この住宅を訪れる為にはツアーに申し込まなければいけないということで、プラハに発つ前に何度も管理をする組織にメールを送ったり、HPからツアーの申し込みを行おうとするのだが、ツアーは数か月以降まで空きが無い状態。これは難しいか・・・と思いながらも、シンポジウムの主催者側にどうにかならないかとメールを送るがやはり難しいと。
 
プラハについても、ホテルのコンシェルジェに相談して問い合わせをしてもらったりと、あの手この手を尽くすのだがどうにも突破口は見えず。どうしたものかと思いつつ、シンポジウムで知り合ったプラハの建築家にその話をしていると、知り合いが以前チューゲンハット邸を管理する組織で代表をしていたといい、話をしてみてくれるという。その結果プラハを離れる日の午前中に、チェコ語でのツアーであれば、空きがあるのでそれに名前を入れておいてくれるという。
 
こんなこともあるものかと思いながら、手配をしてくれた建築家に感謝を伝え、ついでにホテルのコンシェルジェにも事のいきさつを伝えたら、 「あなたのガッツは嫌いじゃないわ」と笑顔で送り出してくれる。

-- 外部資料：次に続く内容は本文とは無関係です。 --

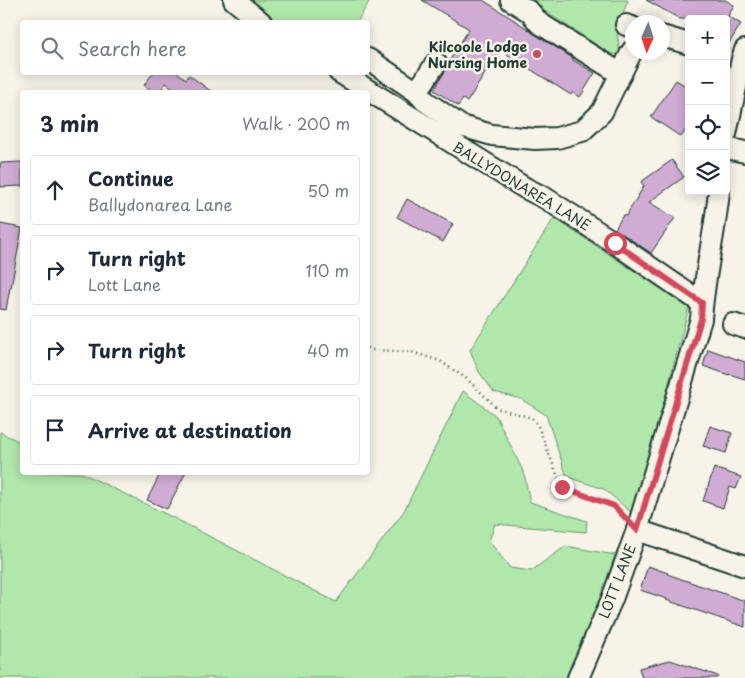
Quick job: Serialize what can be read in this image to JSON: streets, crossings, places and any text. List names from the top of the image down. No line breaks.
{"streets":{"street":["BALLYDONAREA LANE","LOTT LANE"]},"crossings":[["BALLYDONAREA LANE","LOTT LANE"]],"places":["Kilcoole Lodge Nursing Home"],"north":"bottom","page":{"map_buttons":["+","−"],"search":"Search here","heading":["3 min","Walk · 200 m"],"list":[["Continue","Ballydonarea Lane","50 m"],["Turn right","Lott Lane","110 m"],["Turn right","40 m"],"Arrive at destination"]}}
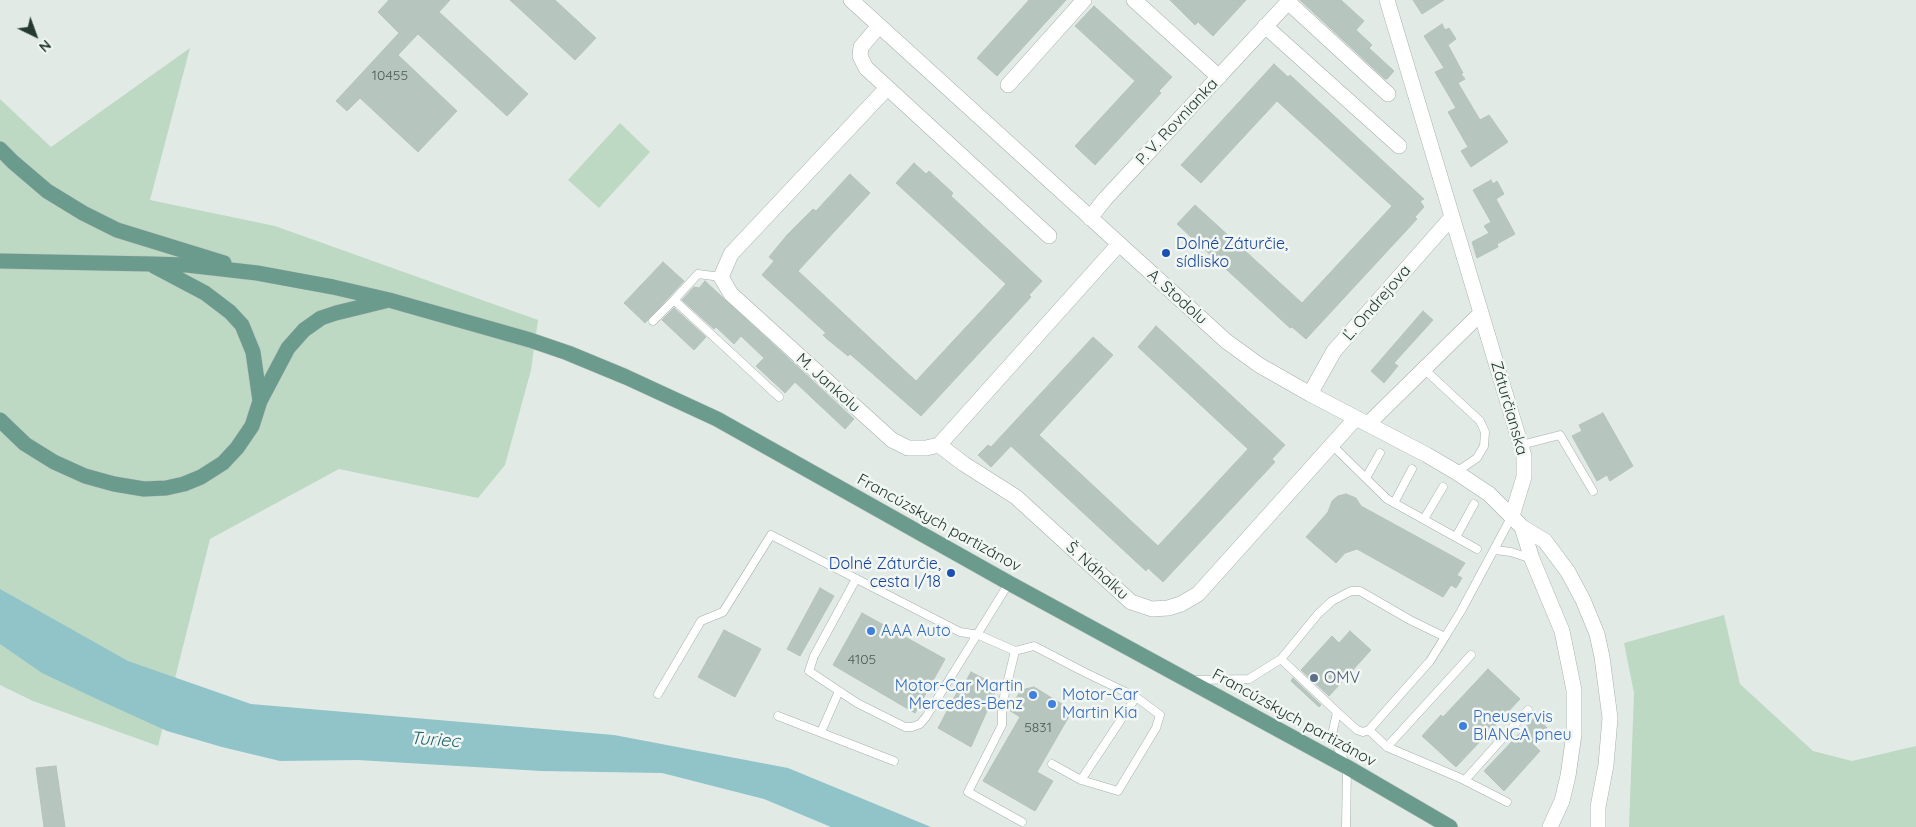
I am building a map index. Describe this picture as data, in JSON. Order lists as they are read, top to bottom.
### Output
{
  "streets": {
    "main road": ["Francúzskych partizánov"],
    "street": [
      "P. V. Rovnianka",
      "A. Stodolu",
      "Ľ. Ondrejova",
      "M. Jankolu",
      "Záturčianska",
      "Š. Náhalku"
    ]
  },
  "crossings": [
    ["P. V. Rovnianka", "A. Stodolu"],
    ["A. Stodolu", "Ľ. Ondrejova"],
    ["A. Stodolu", "Záturčianska"],
    ["A. Stodolu", "Š. Náhalku"],
    ["Ľ. Ondrejova", "Záturčianska"],
    ["M. Jankolu", "Š. Náhalku"],
    ["Záturčianska", "Š. Náhalku"]
  ],
  "water": ["Turiec"],
  "places": [
    "Dolné Záturčie, sídlisko",
    "Dolné Záturčie, cesta I/18",
    "AAA Auto",
    "OMV",
    "Motor-Car Martin Mercedes-Benz",
    "Motor-Car Martin Kia",
    "Pneuservis BIANCA pneu"
  ],
  "house_numbers": ["10455", "4105", "5831"],
  "north": "bottom right"
}
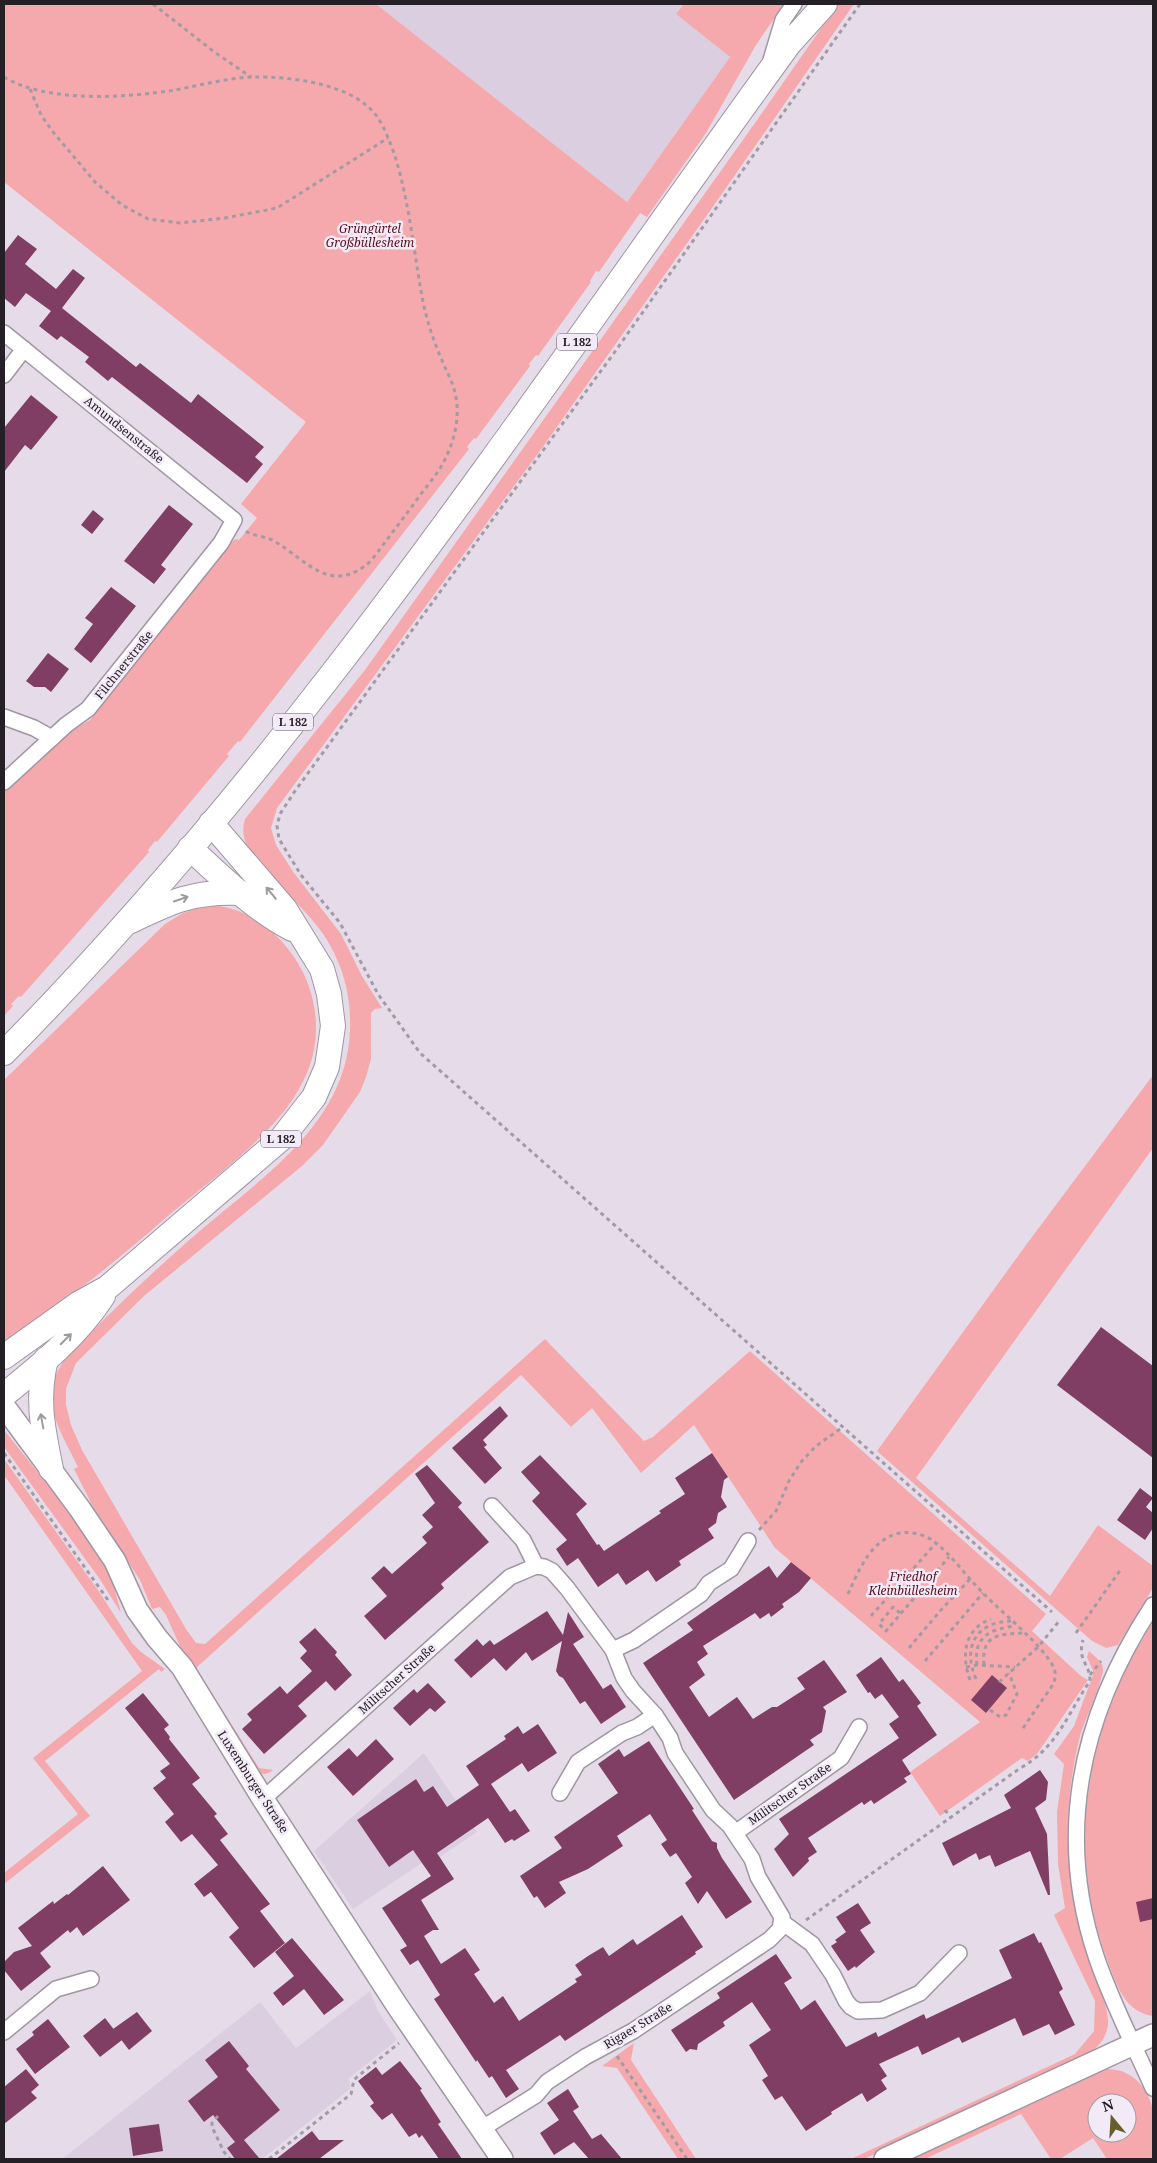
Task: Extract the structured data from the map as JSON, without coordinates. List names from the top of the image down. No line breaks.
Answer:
{"streets":{"main road":["L 182"],"street":["Amundsenstraße","Filchnerstraße","Militscher Straße","Luxemburger Straße","Rigaer Straße"]},"crossings":[["Amundsenstraße","Filchnerstraße"],["Militscher Straße","Luxemburger Straße"],["Militscher Straße","Rigaer Straße"],["Luxemburger Straße","Rigaer Straße"]],"parks":["Grüngürtel Großbüllesheim","Friedhof Kleinbüllesheim"],"north":"top"}
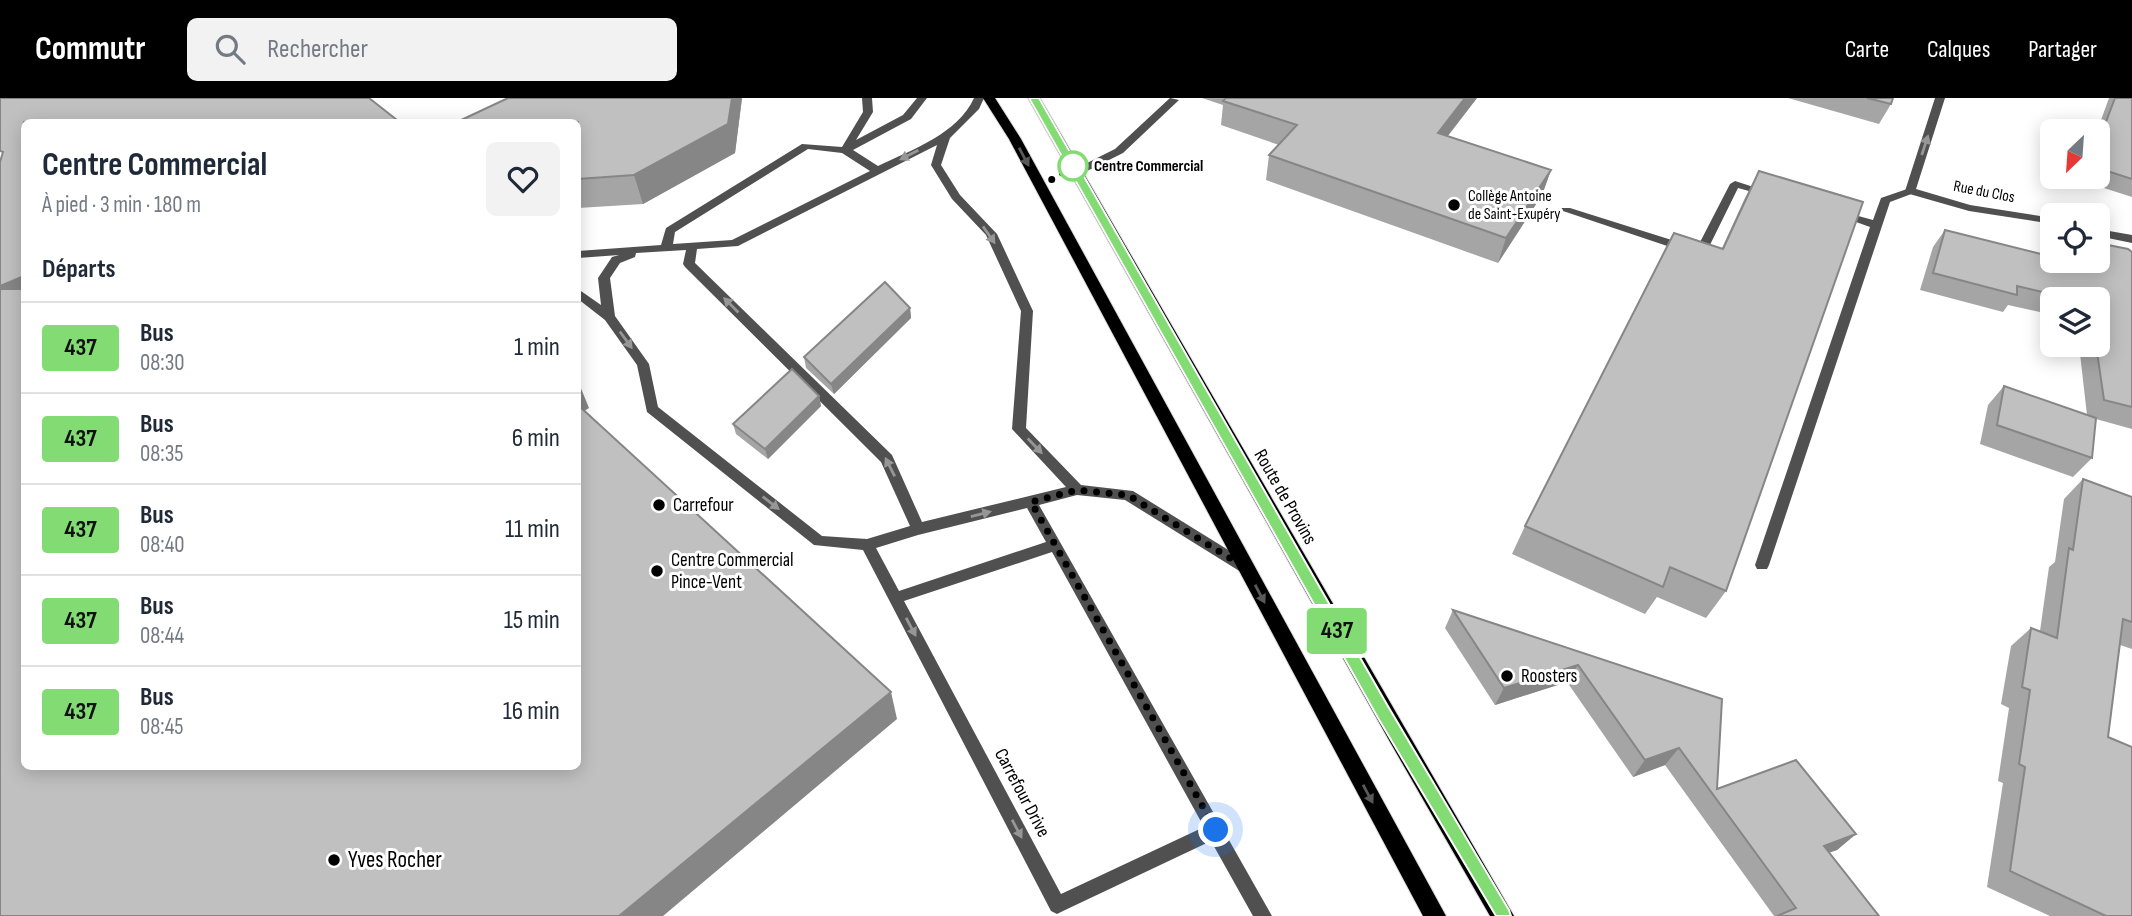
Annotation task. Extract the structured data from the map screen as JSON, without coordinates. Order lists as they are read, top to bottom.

そんな訳で早朝5時にホテルをチェックアウトし、まだ薄闇のプラハ駅へ。約2時間半かけてブルノに向かうのだが、どうやらホテルで取ってもらっていたチケットは予定していた列車とは違うもので、鈍行でかつブルノにある二つの駅の別の方に到着するらしい。ツアーの開始時間は決まっているので、そわそわしながらブルノ駅到着。タクシーに乗り込み、目的地を伝え現地に到着すると、なんとかツアー開始の時間には間に合った様子。



ツアー開始まで少し時間がある様子なので、少し周辺を見て回ると、伝統的な豪邸が立ち並ぶブルノでも一等地の住宅地の様子。その中で異彩を放つこのシンプルな作りのトゥーゲントハット邸の構えは当時ではさぞや話題になったのだろうと想像する。
 
そんなこんなしている内に係の人が出てきてフェンスを開けてくれ、参加者はそれぞれ事前予約していたチケットを受け取りにオフィスへと進んでいく。最後にオフィスに入って事情を説明すると、「話を聞いている。チェコ語のツアーになるけれどわからないところがあれば、ガイドに英語で質問してね」と随分正確な日本語での説明冊子を渡される。ツアーが開始するまでは参加者が気ままに入り口レベルのテラスからブルノ中心地への眺望を楽しんだりと時間を過ごす。









ツアーは道路部分に面する3階に当たる入り口から開始。円を描く乳白ガラスに隠れた床から天井までの片開の玄関ドアを抜け、玄関ホールへと入る。目の前に立ちはだかるブラジルシタンと呼ばれるやや暗めの木化粧板で仕上げられた壁も、床から天井までで、左からは先ほど外から見ていた乳白ガラスの壁を通してやわらかく光が入ってくる。中に入ると意外に外の視線や風景は気にならないほどの透過度だなと思いつつ、ガイドの案内に従って脇の両親のバスルームを見学する。
 
ハイサイドライトから取り込まれた日光が入り込み、とても開放感のあるバスルームになっており、紐をひっぱると簡単に開閉ができ、しっかりと換気も行えるようになっているという。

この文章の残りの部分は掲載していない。